Oh, so this is a vicious cycle of sectarian violence? Really? The story of the Hazara is one that should be better covered. They have faced violence in various parts of the world -- as you can find out with a quick search for "Hazara genocide" or "Hazara ethnic cleansing."

They've been persecuted -- with violence and systematic discrimination -- for hundreds of years. Things have recently gotten quite bad with Al Qaeda and the Taliban.

Cycle of violence means that the Hazara are massacring Sunni militants, according to the New York Times. If that is true, it should be substantiated.

The Wikipedia article headlined "Persecution of Hazara people in Quetta" lists many attacks against the Hazara and under the "response" section, there is no mention of violence.

Tarek Fatah writes in the Huffington Post:

The attack was the latest in a slow-motion genocide of minority Shia Muslims in Pakistan by Sunni-Muslim extremists who consider the Shia as infidels, thus worthy of death. Many attacks against Shia Muslims are carried out by Lashkar-e-Jhangvi (LeJ), a militant Islamic group allied with al-Qaida and the Taliban. This time too the LeJ promptly claimed responsibility for the slaughter

So far the Hazaras have endured every killing and attack with silent suffering, hoping their lack of response would be rewarded by a cessation of targeted attacks. But not this time.

The sight of 100 mangled bodies, including that of Pakistan's leading Shia youth activist for human rights, Khudi Ali seems to be the straw that broke the camel's back.

Even the New York Times itself wrote just last month in an article headlined "Pakistan Reels With Violence Against Shiites":

For at least a year now, Sunni extremist gunmen have been methodically attacking members of the Hazara community, a Persian-speaking Shiite minority that emigrated here from Afghanistan more than a century ago. The killers strike with chilling abandon, apparently fearless of the law: shop owners are gunned down at their counters, students as they play cricket, pilgrims dragged from buses and executed on the roadside.

The latest victim, a mechanic named Hussain Ali, was killed Wednesday, shot inside his workshop. He joined the list of more than 100 Hazaras who have been killed this year, many in broad daylight. As often as not, the gunmen do not even bother to cover their faces.
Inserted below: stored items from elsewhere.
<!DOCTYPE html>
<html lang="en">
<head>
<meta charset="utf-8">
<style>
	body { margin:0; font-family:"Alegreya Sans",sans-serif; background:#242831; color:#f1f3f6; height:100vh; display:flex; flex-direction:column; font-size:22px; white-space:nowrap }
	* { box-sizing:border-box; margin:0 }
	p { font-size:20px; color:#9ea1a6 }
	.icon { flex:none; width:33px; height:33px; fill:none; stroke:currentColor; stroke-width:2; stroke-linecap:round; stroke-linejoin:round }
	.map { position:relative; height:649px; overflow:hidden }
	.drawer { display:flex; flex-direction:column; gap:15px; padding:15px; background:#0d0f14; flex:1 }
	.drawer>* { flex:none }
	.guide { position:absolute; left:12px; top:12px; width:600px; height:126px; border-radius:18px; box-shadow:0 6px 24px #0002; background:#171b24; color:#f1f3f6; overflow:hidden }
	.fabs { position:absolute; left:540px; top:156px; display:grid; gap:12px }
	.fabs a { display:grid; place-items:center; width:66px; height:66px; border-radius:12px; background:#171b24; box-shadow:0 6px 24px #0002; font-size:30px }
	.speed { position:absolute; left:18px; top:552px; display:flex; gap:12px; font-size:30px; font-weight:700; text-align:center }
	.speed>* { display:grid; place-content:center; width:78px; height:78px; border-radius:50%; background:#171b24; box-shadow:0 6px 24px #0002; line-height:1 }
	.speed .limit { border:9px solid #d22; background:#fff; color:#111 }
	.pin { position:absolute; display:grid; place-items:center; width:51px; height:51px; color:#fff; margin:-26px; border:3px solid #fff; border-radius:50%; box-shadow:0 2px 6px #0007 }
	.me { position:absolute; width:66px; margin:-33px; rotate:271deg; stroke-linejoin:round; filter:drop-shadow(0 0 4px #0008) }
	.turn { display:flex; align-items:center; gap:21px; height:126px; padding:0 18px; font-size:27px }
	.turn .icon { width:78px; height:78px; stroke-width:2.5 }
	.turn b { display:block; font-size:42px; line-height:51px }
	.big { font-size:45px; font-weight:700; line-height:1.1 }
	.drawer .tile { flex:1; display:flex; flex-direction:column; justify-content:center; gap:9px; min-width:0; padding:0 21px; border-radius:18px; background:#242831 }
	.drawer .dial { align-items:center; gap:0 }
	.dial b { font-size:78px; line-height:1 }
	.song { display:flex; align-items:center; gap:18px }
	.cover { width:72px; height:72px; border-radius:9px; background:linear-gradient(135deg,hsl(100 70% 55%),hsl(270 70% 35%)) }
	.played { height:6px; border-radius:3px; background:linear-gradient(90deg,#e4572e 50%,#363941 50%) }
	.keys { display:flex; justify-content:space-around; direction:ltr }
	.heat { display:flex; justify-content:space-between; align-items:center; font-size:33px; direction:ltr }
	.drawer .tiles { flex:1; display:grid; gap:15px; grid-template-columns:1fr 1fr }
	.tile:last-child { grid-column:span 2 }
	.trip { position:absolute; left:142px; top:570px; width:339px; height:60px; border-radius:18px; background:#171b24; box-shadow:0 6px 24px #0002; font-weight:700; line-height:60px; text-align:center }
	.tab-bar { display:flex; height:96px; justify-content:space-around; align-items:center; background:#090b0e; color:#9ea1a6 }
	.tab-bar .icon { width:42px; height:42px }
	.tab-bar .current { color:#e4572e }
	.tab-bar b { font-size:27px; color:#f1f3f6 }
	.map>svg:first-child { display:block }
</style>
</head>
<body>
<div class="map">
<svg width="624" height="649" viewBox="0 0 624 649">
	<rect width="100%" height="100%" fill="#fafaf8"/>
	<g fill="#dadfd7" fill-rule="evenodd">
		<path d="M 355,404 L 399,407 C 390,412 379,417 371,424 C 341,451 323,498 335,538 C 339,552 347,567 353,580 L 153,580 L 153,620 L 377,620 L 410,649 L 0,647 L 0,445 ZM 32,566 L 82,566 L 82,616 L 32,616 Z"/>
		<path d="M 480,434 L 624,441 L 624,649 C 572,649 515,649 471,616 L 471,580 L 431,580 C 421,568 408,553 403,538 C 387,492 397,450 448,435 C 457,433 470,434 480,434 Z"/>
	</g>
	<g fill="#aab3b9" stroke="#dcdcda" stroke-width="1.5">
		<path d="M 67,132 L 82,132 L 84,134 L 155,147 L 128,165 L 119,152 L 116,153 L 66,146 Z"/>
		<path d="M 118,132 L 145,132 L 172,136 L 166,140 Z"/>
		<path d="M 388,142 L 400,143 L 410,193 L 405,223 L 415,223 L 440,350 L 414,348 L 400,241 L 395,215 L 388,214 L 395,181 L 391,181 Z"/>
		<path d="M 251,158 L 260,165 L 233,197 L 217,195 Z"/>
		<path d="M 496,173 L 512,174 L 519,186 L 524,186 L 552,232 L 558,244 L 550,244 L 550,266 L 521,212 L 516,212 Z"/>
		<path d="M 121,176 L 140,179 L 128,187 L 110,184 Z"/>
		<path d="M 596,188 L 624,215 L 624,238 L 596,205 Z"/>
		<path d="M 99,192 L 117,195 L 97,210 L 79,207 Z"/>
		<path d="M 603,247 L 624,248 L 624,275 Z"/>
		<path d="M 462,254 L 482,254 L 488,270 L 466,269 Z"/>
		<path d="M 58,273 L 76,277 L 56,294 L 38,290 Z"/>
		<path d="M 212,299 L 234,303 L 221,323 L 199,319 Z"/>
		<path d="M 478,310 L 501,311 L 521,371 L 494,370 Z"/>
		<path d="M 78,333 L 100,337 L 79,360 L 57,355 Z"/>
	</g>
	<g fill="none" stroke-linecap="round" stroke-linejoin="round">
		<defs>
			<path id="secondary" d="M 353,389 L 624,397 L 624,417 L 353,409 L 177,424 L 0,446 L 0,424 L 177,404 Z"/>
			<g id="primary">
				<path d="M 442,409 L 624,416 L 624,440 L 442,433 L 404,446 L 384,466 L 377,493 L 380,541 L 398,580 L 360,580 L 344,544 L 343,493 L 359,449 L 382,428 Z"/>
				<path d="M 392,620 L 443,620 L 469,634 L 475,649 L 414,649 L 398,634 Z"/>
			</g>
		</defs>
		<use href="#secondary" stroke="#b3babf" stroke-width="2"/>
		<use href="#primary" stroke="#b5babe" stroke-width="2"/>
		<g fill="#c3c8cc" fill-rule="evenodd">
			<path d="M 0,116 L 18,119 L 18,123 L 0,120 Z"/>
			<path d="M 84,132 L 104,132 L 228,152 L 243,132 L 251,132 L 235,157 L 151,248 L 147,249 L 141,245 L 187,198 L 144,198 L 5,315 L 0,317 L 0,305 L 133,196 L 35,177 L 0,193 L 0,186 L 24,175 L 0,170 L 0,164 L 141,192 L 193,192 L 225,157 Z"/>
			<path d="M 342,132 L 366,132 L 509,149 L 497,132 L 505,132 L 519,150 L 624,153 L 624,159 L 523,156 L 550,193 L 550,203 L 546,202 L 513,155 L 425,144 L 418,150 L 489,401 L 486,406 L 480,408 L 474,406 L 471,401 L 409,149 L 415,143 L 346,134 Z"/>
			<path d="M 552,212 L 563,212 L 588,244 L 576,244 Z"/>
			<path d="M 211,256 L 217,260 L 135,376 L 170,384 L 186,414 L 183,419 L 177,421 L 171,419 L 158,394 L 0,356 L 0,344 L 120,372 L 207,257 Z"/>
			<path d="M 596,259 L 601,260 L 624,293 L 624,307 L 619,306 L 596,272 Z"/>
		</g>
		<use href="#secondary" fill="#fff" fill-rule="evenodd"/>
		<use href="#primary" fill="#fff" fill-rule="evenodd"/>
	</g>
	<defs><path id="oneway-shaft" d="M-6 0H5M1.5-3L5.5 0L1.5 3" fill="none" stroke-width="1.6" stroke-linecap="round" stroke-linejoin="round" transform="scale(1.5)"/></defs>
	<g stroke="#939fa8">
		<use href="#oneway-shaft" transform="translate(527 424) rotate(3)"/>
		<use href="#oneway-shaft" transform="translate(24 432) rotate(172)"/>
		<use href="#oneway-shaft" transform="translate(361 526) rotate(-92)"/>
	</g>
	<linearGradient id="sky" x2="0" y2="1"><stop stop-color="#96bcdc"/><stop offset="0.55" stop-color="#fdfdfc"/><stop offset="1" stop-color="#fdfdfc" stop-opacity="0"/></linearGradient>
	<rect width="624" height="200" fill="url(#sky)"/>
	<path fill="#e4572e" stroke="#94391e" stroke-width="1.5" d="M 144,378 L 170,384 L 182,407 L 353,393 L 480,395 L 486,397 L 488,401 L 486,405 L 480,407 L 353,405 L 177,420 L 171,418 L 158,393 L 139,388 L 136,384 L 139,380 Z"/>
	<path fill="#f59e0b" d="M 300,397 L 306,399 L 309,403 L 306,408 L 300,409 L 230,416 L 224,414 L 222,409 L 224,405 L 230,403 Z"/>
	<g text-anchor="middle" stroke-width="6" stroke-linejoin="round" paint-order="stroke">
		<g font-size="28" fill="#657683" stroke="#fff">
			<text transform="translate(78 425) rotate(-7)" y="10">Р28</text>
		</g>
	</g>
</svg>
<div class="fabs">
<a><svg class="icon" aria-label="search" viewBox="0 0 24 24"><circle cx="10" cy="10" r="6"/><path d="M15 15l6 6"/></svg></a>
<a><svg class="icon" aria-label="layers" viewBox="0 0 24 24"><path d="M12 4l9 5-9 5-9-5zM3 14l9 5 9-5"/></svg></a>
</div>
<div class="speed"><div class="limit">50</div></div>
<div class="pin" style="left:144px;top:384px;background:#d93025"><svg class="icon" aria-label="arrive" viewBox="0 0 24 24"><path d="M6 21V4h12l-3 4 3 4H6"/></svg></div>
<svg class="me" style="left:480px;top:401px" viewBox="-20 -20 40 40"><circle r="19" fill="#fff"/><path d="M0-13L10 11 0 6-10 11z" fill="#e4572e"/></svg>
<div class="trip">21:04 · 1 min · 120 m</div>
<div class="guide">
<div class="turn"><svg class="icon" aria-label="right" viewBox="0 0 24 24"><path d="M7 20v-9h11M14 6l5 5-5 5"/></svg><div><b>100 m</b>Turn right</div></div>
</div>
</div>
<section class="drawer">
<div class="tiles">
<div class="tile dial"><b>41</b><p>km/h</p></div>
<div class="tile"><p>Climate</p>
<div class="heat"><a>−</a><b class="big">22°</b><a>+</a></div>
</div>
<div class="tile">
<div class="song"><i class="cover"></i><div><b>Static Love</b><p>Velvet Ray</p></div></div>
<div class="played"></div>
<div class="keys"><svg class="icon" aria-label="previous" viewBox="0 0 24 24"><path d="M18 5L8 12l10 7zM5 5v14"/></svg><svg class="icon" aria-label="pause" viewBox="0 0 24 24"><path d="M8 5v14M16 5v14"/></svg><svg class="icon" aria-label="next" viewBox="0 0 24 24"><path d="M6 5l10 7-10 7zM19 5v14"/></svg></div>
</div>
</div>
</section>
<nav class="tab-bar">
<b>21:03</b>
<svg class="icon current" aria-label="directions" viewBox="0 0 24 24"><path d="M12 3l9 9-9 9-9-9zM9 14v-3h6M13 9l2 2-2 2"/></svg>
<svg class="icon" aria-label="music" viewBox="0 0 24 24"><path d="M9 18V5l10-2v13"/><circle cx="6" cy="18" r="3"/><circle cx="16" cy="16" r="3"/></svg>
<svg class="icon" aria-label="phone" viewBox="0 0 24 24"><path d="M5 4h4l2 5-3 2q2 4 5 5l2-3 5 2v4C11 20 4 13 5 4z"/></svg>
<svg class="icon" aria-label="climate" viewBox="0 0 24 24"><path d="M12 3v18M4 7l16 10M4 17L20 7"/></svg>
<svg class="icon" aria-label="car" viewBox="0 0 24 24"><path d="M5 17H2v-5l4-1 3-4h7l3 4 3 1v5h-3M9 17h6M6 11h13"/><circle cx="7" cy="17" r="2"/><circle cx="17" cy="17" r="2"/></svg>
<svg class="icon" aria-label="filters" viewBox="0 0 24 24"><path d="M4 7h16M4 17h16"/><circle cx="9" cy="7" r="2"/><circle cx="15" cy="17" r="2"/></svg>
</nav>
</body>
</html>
The bloodshed is part of a wider surge in sectarian violence across Pakistan in which at least 375 Shiites have died this year — the worst toll since the 1990s, human rights workers say. But as their graveyard fills, Hazaras say the mystery lies not in the identity of their attackers, who are well known, but in a simpler question: why the Pakistani state cannot — or will not — protect them.

Emphasis mine. I think that's a better way to describe the killings (although it still might infer something of a cycle of violence).